Could you find each line of the data below that contains the word "center" and copy those lines?

--- START ---

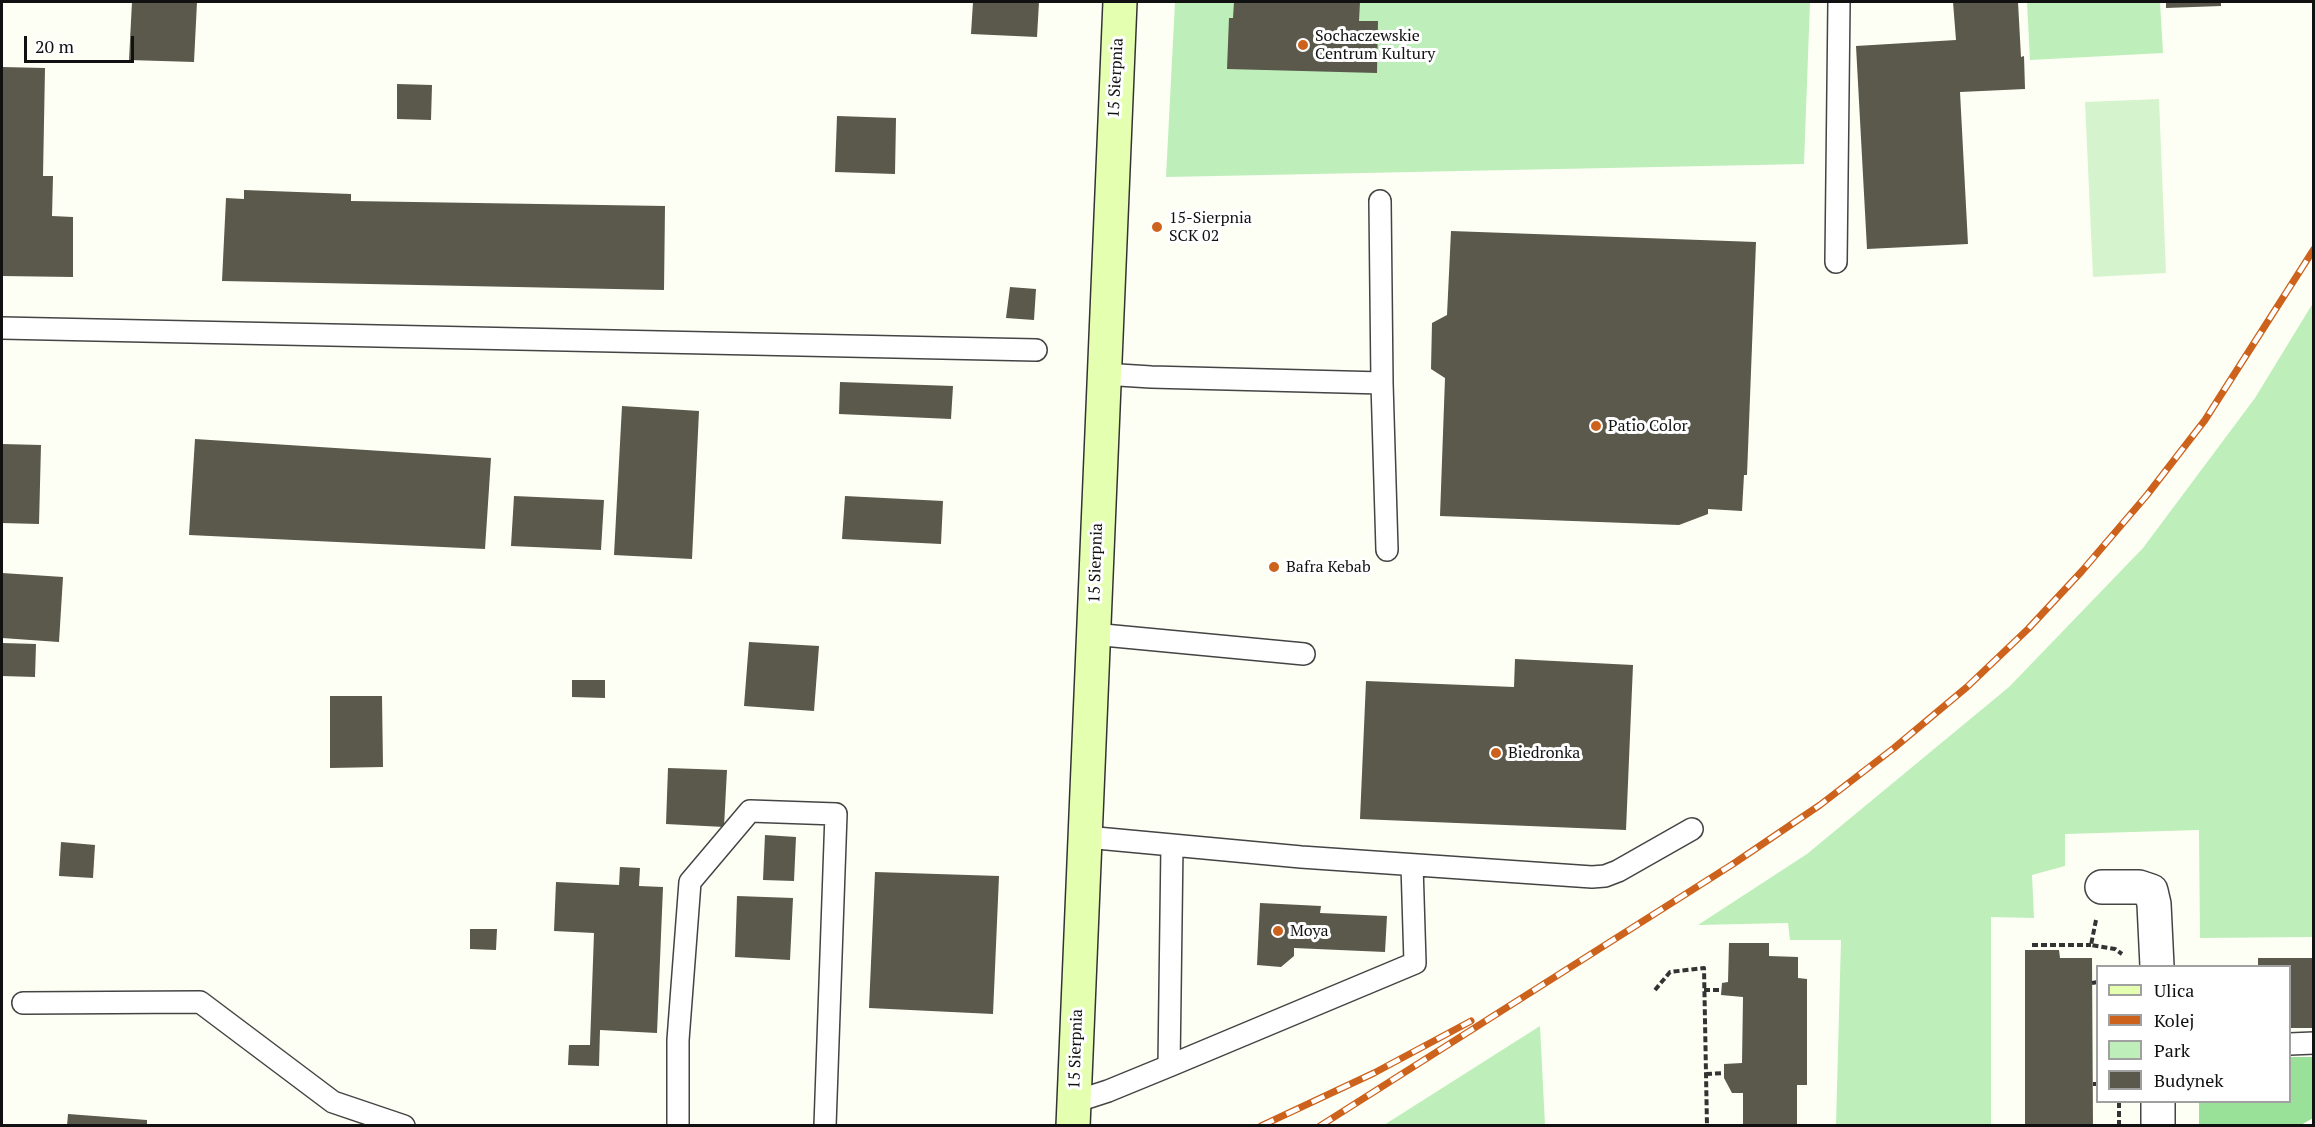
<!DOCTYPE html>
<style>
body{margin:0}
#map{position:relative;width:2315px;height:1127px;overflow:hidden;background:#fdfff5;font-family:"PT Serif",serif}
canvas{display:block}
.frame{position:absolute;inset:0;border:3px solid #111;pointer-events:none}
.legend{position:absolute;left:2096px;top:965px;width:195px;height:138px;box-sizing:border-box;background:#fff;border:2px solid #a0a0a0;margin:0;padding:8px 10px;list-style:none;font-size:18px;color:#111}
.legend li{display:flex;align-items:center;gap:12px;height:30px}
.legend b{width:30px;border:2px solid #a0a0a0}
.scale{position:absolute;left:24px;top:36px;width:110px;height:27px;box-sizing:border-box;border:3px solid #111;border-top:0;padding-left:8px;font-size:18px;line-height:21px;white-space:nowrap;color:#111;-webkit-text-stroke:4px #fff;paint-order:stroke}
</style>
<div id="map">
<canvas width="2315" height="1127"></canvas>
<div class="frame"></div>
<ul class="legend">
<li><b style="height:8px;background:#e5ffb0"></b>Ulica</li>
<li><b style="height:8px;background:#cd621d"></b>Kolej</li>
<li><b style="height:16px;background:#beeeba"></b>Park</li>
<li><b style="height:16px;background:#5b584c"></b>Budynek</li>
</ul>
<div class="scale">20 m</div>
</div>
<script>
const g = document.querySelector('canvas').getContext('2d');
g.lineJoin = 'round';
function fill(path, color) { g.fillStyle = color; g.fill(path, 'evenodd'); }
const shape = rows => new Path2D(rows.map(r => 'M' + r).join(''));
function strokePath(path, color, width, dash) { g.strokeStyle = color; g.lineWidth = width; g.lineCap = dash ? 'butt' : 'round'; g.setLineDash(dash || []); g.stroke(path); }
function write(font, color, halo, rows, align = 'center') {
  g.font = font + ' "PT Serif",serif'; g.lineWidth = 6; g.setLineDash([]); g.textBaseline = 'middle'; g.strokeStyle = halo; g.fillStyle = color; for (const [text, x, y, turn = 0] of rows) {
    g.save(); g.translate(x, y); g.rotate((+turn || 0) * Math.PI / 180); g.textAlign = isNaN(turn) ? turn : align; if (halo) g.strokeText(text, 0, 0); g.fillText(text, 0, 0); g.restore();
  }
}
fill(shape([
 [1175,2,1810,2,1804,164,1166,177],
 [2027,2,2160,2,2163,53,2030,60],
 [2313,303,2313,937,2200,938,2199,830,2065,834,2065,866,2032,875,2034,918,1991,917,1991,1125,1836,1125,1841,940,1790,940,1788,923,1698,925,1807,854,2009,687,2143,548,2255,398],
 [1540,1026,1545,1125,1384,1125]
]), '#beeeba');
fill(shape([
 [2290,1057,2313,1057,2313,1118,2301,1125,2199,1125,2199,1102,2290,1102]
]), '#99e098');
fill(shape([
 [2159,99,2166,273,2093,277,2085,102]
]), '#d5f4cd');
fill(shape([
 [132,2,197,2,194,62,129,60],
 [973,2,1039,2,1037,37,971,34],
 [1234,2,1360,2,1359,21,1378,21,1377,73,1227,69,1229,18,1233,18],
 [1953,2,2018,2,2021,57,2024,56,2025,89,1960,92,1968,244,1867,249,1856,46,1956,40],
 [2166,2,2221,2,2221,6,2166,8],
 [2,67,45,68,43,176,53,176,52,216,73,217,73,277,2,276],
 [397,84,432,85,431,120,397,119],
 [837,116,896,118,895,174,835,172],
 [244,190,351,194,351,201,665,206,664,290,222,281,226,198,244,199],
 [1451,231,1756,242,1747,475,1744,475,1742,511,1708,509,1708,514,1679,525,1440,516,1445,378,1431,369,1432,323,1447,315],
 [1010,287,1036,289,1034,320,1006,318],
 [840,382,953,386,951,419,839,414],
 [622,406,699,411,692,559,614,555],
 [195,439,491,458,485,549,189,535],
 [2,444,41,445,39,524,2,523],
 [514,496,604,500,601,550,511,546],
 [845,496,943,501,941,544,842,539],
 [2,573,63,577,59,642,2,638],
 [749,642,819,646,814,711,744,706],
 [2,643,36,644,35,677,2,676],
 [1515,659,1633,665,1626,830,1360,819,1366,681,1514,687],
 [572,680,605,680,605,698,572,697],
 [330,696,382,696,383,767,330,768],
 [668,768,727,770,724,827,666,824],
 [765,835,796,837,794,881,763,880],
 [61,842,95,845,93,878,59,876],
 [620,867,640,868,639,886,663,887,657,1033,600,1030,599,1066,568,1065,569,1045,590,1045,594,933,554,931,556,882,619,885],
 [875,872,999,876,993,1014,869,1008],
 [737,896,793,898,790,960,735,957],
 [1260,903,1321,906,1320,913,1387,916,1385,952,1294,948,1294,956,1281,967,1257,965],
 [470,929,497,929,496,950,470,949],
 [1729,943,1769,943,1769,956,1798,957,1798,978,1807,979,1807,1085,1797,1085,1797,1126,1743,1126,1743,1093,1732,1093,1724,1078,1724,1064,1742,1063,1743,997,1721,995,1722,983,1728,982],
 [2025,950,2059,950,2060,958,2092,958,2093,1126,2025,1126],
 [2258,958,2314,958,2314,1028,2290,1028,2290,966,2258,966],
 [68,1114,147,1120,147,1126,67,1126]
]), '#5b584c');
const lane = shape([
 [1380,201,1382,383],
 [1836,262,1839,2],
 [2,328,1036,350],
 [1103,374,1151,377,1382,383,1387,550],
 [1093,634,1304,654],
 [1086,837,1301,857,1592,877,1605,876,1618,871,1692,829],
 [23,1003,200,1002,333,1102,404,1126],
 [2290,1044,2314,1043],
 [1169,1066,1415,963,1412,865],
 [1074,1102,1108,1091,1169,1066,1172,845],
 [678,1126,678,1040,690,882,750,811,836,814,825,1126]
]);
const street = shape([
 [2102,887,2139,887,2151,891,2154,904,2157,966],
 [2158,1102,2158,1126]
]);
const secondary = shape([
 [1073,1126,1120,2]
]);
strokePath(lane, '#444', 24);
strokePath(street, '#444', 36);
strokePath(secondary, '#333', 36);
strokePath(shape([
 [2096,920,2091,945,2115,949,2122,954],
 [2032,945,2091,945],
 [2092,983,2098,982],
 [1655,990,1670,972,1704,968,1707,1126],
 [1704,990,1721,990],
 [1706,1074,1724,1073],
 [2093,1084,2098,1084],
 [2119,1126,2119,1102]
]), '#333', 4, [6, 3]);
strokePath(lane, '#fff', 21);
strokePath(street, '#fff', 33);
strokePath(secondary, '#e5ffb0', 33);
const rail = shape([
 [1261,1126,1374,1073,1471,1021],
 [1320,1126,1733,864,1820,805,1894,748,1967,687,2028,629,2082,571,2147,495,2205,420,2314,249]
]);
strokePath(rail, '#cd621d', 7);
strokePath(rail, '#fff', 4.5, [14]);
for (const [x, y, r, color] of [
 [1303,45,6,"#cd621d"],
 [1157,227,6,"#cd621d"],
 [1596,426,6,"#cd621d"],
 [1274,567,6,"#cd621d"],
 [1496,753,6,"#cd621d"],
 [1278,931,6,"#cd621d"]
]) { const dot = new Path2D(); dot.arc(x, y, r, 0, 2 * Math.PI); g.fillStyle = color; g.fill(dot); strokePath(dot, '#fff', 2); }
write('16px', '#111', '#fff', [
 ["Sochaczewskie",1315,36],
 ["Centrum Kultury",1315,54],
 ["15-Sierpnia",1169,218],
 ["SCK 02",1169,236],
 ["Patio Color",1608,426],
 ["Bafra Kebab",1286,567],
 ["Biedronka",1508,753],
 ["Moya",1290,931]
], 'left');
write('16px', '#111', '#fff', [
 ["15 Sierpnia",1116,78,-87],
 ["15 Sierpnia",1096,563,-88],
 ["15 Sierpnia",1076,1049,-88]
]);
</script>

--- END ---

§ **Reply**
.legend li{display:flex;align-items:center;gap:12px;height:30px}
function write(font, color, halo, rows, align = 'center') {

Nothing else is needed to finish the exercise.